Senator Partai Republik dari Wisconsin, Ron Johnson, juga menilai bahwa banyaknya surat suara via pos (mail-in) dalam Pemilihan Presiden AS tahun ini telah meningkatkan risiko kecurangan.
- Bertilia Puteri
- Sabtu, 07 November 2020 - 19:57 WIB
WowKeren - Perlombaan antara Joe Biden dan Donald Trump menuju Gedung Putih masih berlangsung panas seiring dengan penghitungan suara yang masih berlanjut. Berdasarkan proyeksi CBS dan CNN per Sabtu (7/11) pukul 19.00 WIB, Biden masih memimpin dengan peroleh 253 suara elektoral, sedangkan Trump memperoleh 213 suara elektoral.
Biden yang mulai menyalip Trump di negara bagian kunci seperti Georgia dan Pennsylvania pun disebut-sebut tinggal selangkah menuju kursi Presiden AS. Senator Partai Republik dari Wisconsin, Ron Johnson, lantas menyatakan bahwa separuh negara tidak akan menerima hasil Pilpres apabila Biden dinyatakan sebagai pemenang.
Johnson yang merupakan pendukung Trump tak mau menyatakan bahwa pemilihan tahun ini sah. Namun, ia juga mengaku tidak memiliki bukti adanya tindakan ilegal dalam pemilihan tahun ini.
"Sangat disayangkan bahwa tidak peduli siapa yang menang, separuh negara Amerika tidak akan melihat ini sebagai pemilu yang sangat sah," tutur Johnson pada Jumat (6/11) waktu setempat, dilansir The Associated Press. "Itu merupakan masalah yang nyata. Saya tidak mengatakan itu sah atau tidak. Saya mengatakan proses ini telah diatur di mana orang tidak akan melihatnya sebagai proses yang sah. Dan itu masalah nyata."
Menurut Johnson, selalu ada kecurangan soal pemilih yang diabaikan oleh media dan banyak pejabat. Namun demikian, Johnson tidak memberikan contoh kecurangan seperti apa yang ia maksud.
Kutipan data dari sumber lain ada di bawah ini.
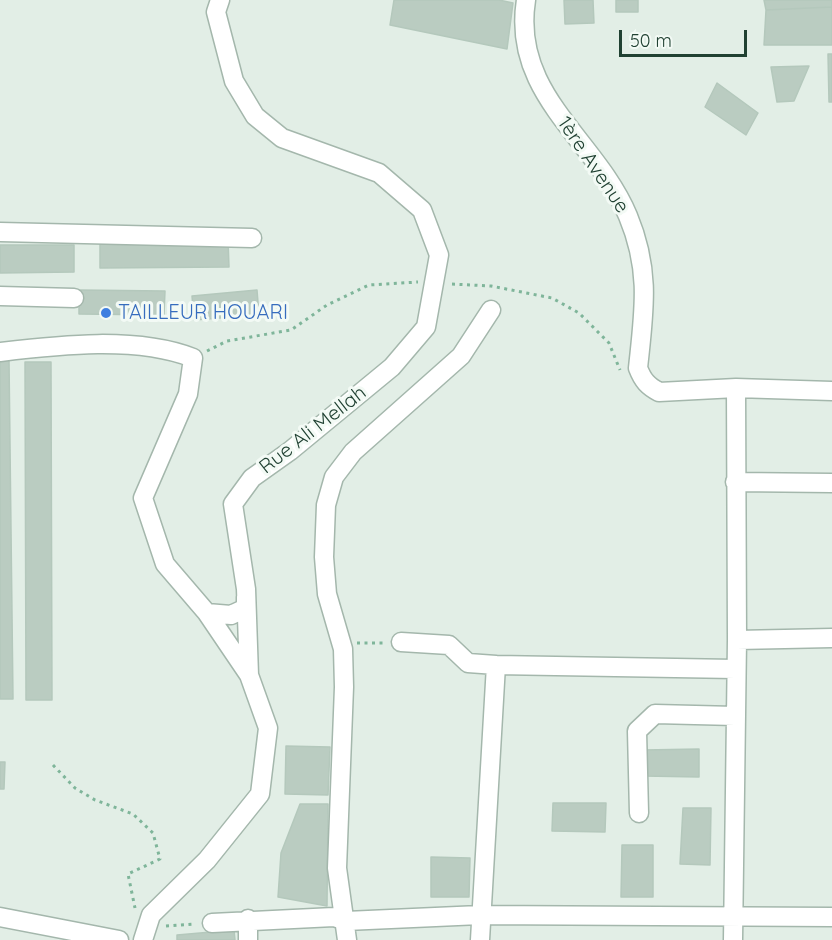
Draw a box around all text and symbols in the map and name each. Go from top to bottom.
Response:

"Saya tidak menuduh apa pun karena saya tidak punya bukti," lanjut Johnson. "Yang ingin saya katakan adalah ada cukup banyak penyimpangan untuk menimbulkan kekhawatiran."
The Associated Press menyatakan bahwa kecurangan soal pemilih telah terbukti sangat jarang terjadi. Pada tahun 2017, The Brennan Center for Justice menilai risiko penipuan surat suara hanya sebesar 0,00004 persen hingga 0,0009 persen berdasarkan studi pemilihan sebelumnya.
Selain itu, Johnson juga menilai bahwa banyaknya surat suara via pos (mail-in) telah meningkatkan risiko kecurangan. Menurut Johnson, mengizinkan surat suara datang melalui pos setelah Hari Pemilu, seperti yang terjadi di Pennsylvania, telah mengikis kepercayaan publik pada hasil penghitungan.
Johnson juga menyebut bahwa Partai Demokrat telah "memanfaatkan sistem" untuk keuntungan mereka. "Itulah masalahnya. Itu dari Demokrat. Demokrat yang melakukan itu, bukan Republik. Kami semua akan menghitung setiap suara yang sah," pungkas Johnson.